Robert Mahari (MIT & Harvard), Deriving computational insights from legal data: First, we will discuss the law as a knowledge system that grows by means of citations. We will compare the citation networks in law and science by leveraging tools from “science-of-science”. We will explore how, despite the fundamental differences between the two systems, the core citation dynamics are remarkably universal, suggesting that the citation dynamics are largely shaped by intrinsic human constraints and robust against the numerous factors that distinguish the law and science. Second, we will explore how legal citation data can be used to build sophisticated NLP models that can aid in forming legal arguments by predicting relevant passages of precedent given the summary of an argument. We will discuss a state-of-the-art BERT model, trained on 530,000 examples of legal arguments made by U.S. federal judges, which predict relevant passages from precedential court decisions given a brief legal argument. We will highlight how this model performs well on unseen examples (with a top-10 prediction accuracy of 96%) and how it handles arguments from real legal briefs.
Workshop 6: Friday, March 11, 2022, Organized by University of Pittsburgh (Professor Kevin Ashley)

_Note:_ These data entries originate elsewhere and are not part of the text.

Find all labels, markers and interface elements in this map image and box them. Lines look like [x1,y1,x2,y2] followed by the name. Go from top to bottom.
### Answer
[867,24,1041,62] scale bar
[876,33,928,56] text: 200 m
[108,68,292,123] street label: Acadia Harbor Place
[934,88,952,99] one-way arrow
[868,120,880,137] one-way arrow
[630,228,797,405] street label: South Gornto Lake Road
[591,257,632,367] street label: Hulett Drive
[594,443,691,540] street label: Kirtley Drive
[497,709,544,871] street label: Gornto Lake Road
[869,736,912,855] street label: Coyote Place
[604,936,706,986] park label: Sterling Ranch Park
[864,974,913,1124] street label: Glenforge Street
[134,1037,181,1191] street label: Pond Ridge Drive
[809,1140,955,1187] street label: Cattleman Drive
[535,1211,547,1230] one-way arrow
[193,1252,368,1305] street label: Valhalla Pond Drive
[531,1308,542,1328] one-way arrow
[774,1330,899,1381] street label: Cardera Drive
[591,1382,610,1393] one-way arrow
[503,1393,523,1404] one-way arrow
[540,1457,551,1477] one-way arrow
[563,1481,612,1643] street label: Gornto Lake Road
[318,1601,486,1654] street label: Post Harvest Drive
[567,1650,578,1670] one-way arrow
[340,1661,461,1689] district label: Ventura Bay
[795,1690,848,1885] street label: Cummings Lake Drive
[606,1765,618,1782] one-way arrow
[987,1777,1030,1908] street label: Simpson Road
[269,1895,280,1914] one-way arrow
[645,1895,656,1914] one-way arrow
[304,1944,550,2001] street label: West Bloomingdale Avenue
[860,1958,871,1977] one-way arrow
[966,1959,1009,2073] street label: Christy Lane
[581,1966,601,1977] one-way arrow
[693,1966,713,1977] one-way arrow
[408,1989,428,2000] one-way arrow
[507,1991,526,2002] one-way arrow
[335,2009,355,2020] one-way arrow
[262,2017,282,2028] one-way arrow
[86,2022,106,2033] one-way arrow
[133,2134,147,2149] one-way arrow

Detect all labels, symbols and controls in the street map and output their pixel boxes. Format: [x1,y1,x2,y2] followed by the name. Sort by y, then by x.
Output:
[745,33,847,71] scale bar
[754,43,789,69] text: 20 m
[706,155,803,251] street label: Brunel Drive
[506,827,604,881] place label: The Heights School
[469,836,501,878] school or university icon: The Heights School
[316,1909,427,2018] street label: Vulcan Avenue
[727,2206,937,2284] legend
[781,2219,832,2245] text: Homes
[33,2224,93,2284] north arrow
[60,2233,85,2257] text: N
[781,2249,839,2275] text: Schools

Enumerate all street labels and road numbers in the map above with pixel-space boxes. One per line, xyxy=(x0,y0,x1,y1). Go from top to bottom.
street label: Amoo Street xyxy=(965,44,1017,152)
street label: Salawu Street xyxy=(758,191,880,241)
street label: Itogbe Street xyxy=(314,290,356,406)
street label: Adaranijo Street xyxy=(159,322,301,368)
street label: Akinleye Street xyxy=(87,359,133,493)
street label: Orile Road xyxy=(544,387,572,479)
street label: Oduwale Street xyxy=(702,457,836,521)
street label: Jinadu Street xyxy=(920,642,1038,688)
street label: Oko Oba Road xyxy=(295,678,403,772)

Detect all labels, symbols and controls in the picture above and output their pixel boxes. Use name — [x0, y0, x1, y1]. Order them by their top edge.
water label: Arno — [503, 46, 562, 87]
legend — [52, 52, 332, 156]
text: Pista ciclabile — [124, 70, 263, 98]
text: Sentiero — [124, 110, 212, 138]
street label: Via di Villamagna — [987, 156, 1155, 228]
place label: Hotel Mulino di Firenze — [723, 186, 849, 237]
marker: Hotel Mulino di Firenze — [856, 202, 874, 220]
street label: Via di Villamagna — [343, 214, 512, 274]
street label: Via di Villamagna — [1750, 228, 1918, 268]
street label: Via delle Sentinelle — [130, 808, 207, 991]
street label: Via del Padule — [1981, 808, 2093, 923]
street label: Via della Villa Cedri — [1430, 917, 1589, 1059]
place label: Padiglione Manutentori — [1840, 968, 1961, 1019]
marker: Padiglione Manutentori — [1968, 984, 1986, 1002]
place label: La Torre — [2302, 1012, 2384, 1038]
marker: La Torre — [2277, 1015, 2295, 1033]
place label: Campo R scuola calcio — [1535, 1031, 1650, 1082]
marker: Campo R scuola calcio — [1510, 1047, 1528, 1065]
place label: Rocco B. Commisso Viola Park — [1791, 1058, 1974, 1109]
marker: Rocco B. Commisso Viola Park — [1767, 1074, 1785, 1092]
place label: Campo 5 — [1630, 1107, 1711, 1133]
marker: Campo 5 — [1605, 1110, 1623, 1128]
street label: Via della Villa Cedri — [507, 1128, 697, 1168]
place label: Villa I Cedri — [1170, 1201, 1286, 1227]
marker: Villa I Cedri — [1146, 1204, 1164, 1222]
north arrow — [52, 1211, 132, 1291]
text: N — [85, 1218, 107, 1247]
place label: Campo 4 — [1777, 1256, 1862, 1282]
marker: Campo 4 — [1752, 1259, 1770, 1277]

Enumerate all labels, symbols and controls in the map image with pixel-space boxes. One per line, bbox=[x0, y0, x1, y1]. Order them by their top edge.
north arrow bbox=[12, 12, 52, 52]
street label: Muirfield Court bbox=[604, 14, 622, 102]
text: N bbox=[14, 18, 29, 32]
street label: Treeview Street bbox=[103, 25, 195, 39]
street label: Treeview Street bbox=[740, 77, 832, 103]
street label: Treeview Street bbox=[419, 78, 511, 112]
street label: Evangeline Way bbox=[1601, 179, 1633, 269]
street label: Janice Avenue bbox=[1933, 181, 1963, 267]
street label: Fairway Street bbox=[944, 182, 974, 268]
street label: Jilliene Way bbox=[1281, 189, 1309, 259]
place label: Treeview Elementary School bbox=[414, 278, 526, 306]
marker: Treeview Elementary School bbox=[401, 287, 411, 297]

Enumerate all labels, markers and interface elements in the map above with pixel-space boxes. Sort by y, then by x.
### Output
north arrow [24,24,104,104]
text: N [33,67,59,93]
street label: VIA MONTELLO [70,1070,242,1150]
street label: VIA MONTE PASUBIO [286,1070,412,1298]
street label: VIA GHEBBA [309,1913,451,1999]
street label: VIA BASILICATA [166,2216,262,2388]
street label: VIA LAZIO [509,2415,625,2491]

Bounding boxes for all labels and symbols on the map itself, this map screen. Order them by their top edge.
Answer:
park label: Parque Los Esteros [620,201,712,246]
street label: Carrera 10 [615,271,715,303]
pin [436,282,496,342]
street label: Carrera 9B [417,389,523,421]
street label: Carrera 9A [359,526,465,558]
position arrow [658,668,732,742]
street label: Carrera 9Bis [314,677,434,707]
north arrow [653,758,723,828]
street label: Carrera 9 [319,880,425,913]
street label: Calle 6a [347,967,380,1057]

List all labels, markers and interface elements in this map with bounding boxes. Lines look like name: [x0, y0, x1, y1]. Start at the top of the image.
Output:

Daniel E. Ho (Stanford University), Large Language Models and the Law: This talk will discuss the emergence of large language models, their applicability in law and legal research, and the legal issues raised by the use of such models. We will illustrate with the CaseHOLD dataset, comprised of over 53,000+ multiple choice questions to identify the relevant holding of a cited case, and the application to mass adjudication systems in federal agencies.
Elliott Ash (ETH Zurich), Reading (Judges') Minds with Natural Language Processing: This talk will introduce some recent lines of empirical legal research that apply natural language processing to analyze beliefs and attitudes of judges and other officials. When do lawmakers use more emotion, rather than logic, in their rhetoric? When do judges use notions of economic efficiency, rather than fairness or justice, in their written opinions? What can language tell us about political views or social attitudes?
Workshop 5: Friday, February 18, 2022, Organized by University of Chicago (Professor Aloni Cohen)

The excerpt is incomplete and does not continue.